Le texte sur lequel le Conseil et le Parlement européen sont tombés d’accord, et officiellement validé le 13 décembre dernier, balaie de nombreux sujets : de la définition de l’agriculteur actif au fonctionnement des organisations de producteurs, en passant par les règles du verdissement. L’accord global de la Commission sur ce texte, y compris sur les amendements adoptés par le Parlement et le Conseil, ne préjuge pas des futures propositions qu’elle fera sur ces mêmes sujets dans le cadre de la réforme de la Pac, prévient cependant Bruxelles.

Agriculteurs actifs

Les États ont davantage de flexibilité pour définir les agriculteurs actifs, soit en faisant preuve de davantage de souplesse (il n’est plus obligatoire de réunir les trois critères d’éligibilité), soit en ajoutant l’obligation d’être inscrits dans un registre fiscal ou de sécurité sociale national aux fins de leurs activités agricoles. Ils doivent notifier leurs décisions à la Commission avant le 31 mars 2018.

Jeunes agriculteurs

Partant du constat que les jeunes agriculteurs ne touchent pas toujours l’aide qui leur est destinée pendant cinq ans, et que le paiement JA est souvent insuffisant face aux besoins, l’omnibus apporte quelques modifications. L’aide pourra être versée pendant cinq ans à compter de la demande d’aide, sans déduire les années écoulées entre l’installation et le dépôt de la demande. Les États ont également davantage de flexibilité pour augmenter la valeur du paiement JA.

Flexibilité entre piliers

Il sera possible pour les États de modifier une nouvelle fois le pourcentage de crédits qui sera transféré d’un pilier vers l’autre en 2019, pourvu de le notifier à la Commission avant le 1er août 2018. Cependant, l’évolution ne pourra se faire qu’en faveur du développement rural (second pilier).

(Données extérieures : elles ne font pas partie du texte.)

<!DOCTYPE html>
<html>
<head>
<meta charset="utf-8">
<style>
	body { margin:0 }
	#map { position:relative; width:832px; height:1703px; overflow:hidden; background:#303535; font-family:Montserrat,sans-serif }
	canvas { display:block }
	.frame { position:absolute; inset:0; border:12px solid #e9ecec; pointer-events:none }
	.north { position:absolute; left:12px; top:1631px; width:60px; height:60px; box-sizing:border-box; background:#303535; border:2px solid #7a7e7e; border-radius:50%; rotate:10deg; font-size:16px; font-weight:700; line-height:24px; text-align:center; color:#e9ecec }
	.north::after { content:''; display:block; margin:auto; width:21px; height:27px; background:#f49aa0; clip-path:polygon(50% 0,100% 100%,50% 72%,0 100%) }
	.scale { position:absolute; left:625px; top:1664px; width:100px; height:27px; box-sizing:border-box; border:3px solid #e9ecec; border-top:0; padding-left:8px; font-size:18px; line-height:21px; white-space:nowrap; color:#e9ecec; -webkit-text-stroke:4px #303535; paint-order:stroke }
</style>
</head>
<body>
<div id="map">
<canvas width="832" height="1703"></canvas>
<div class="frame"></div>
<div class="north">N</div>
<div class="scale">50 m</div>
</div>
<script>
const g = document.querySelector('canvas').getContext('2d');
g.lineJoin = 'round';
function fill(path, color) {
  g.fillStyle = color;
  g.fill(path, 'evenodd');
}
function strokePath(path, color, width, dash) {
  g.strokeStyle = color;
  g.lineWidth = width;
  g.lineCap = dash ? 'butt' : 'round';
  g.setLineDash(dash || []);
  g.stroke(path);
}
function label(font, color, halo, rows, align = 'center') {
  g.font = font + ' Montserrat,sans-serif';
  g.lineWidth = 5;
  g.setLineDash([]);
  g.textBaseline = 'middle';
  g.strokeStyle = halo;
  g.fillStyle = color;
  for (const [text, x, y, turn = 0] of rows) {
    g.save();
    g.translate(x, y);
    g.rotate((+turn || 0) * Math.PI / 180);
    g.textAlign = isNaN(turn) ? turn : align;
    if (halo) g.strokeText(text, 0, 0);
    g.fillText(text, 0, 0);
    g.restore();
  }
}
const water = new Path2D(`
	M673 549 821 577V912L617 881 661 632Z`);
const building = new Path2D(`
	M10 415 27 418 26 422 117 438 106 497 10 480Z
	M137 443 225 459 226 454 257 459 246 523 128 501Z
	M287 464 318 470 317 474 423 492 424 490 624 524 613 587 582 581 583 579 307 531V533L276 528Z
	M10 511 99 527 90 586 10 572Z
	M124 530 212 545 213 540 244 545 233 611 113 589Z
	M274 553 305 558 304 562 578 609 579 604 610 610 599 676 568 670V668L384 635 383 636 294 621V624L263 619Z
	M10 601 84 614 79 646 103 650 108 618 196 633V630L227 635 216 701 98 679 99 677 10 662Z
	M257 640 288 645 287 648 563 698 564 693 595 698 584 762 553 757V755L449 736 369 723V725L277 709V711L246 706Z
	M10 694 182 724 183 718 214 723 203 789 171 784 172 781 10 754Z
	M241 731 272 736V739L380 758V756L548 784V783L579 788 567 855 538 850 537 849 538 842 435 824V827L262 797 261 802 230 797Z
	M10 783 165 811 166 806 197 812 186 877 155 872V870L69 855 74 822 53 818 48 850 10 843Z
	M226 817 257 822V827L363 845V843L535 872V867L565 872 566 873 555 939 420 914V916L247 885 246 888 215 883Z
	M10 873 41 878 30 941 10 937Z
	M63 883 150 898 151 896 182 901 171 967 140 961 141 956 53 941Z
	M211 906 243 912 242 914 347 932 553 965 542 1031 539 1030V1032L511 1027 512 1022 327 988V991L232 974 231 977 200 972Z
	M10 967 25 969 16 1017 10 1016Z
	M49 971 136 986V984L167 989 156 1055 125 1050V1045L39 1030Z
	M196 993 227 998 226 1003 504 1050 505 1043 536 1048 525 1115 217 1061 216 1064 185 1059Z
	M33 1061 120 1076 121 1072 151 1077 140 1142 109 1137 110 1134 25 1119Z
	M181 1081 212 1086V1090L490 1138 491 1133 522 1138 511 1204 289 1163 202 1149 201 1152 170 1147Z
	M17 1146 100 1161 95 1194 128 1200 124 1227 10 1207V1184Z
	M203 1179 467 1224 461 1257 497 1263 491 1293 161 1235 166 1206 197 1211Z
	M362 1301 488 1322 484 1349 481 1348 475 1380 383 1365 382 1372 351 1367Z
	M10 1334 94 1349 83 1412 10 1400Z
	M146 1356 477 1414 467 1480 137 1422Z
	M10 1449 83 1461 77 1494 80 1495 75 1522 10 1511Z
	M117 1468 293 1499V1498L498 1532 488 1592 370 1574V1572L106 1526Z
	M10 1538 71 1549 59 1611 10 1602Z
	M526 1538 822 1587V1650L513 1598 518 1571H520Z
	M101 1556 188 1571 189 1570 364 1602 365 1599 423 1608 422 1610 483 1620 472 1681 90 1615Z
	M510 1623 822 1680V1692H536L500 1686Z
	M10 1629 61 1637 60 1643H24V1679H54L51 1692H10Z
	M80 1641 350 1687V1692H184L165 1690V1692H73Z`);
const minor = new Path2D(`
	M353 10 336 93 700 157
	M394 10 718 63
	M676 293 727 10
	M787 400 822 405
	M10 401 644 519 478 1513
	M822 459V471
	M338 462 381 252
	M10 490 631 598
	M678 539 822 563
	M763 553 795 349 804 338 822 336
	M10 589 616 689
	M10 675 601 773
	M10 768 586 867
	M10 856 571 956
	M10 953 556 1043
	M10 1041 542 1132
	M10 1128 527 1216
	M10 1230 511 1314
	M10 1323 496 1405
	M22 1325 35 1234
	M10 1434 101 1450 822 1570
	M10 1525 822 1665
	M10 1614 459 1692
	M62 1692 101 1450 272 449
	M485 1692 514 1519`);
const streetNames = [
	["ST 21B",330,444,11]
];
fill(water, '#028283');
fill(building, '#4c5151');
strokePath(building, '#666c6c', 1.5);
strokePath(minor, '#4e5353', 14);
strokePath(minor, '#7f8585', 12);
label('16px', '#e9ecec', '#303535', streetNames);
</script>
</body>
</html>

Les États membres pourront également réviser annuellement leurs décisions relatives à l’octroi de soutiens couplés. Ces derniers pourront d’ailleurs être accordés de façon légèrement élargie, tout en respectant les plafonds financiers fixés par la Commission (maximum 15 % de l’enveloppe totale d’aides directes, dont 2 % pour les protéines végétales).

Verdissement

Sur le verdissement, quelques modifications sont apportées. Le non-labour pendant au moins cinq ans peut être utilisé comme critère pour qualifier une prairie permanente. Les États membres peuvent aussi reconnaître comme prairies permanentes les surfaces adaptées au pâturage où l’herbe et les autres plantes fourragères herbacées ne prédominent pas ou sont absentes, même lorsque le pâturage ne relève pas de pratiques locales établies.

L’exemption de l’obligation relative aux surfaces d’intérêt écologique (SIE), lorsque plus de 75 % des terres arables sont couvertes par de l’herbe, de la jachère, des cultures fourragères herbacées ou des cultures sous eau pendant une grande partie de l’année ou de leur cycle de culture, n’est plus soumise à la limite de 30 ha de terres arables. Idem pour l’exemption de l’obligation de diversification des cultures. D’autre part, de nouvelles espèces sont admissibles comme potentielles SIE.

Sur la gestion des risques, des mesures visant à augmenter l’attractivité des outils existants sont validées, comme l’abaissement à 20 % du seuil de pertes subies par l’agriculteur.

Organisation de producteurs

Une série de nouvelles dispositions vise à renforcer le poids des agriculteurs dans la chaîne alimentaire, en leur donnant notamment davantage de légitimité pour exiger des contrats écrits, quels que que soient les secteurs de production. Là où un État membre a imposé l’obligation de rédiger un contrat, il pourra également imposer que les contrats contiennent certains critères : durée minimale, relation entre le volume livré et le prix. Les missions des organisations de producteurs et des interprofessions sont reconnues et élargies, incluant celle d’« établir des clauses type de répartition de la valeur [...]».